Of course, many of the Democratic senators on the oversight committee found these agencies' promises pretty dubious.
Sen. Hannah-Beth Jackson (D-Santa Barbara) called the division's failings "endemic" and said that just reading background materials to prepare for Tuesday's hearing caused her blood pressure to soar.
It's hard regulating the fuel industry when it's one of the most
lucrative industries in your state. But, your job isn't to make money, it's to make the water safe for human adults and children to drink and play about in.
What say you, state oil and gas supervisor Steven Bohlen?
In another exchange, state oil and gas supervisor Steven Bohlen was asked whether cyclic steam injection practices — in which steam is injected underground with such pressure that rock formations are crumbling and potentially creating dangerous sinkholes — are violating federal and state regulations.

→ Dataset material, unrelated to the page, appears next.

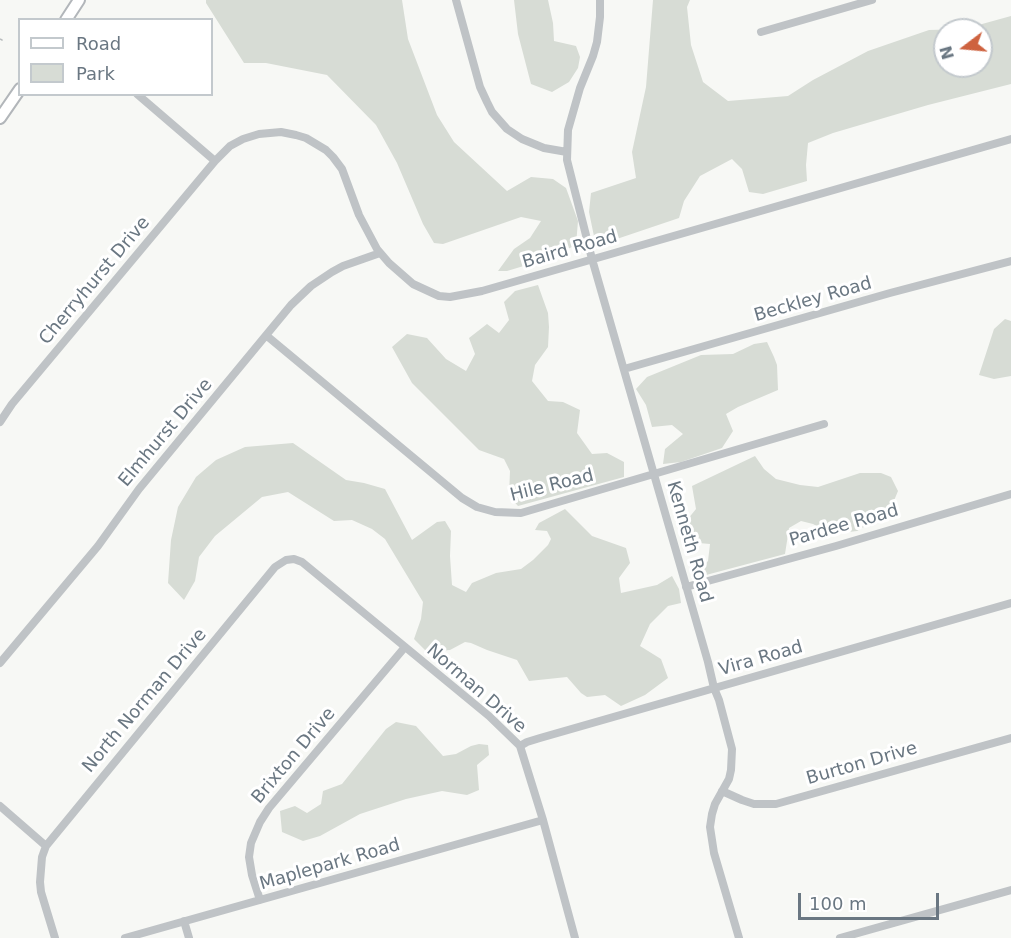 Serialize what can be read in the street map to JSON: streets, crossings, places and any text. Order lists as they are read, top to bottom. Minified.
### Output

Bohlen said that he thought so but that he hadn't had time to "brush up on regulations."
I don't know what Bohlen looks like but he might as well look like every other guy running a corporation or a bank or a car company who doesn't seem to know
much of anything about what he's supposed to know
everything about.
Here's how well you've regulated the oil industry:
So far, the state has shut down 23 of the hundreds of injection wells that are in aquifers not approved for waste injection.
Agency officials have attributed the errors to haphazard record-keeping and antiquated data collection. And they have said that initial tests on nine drinking water supply wells found no benzene or other contaminants.
Blood boiling.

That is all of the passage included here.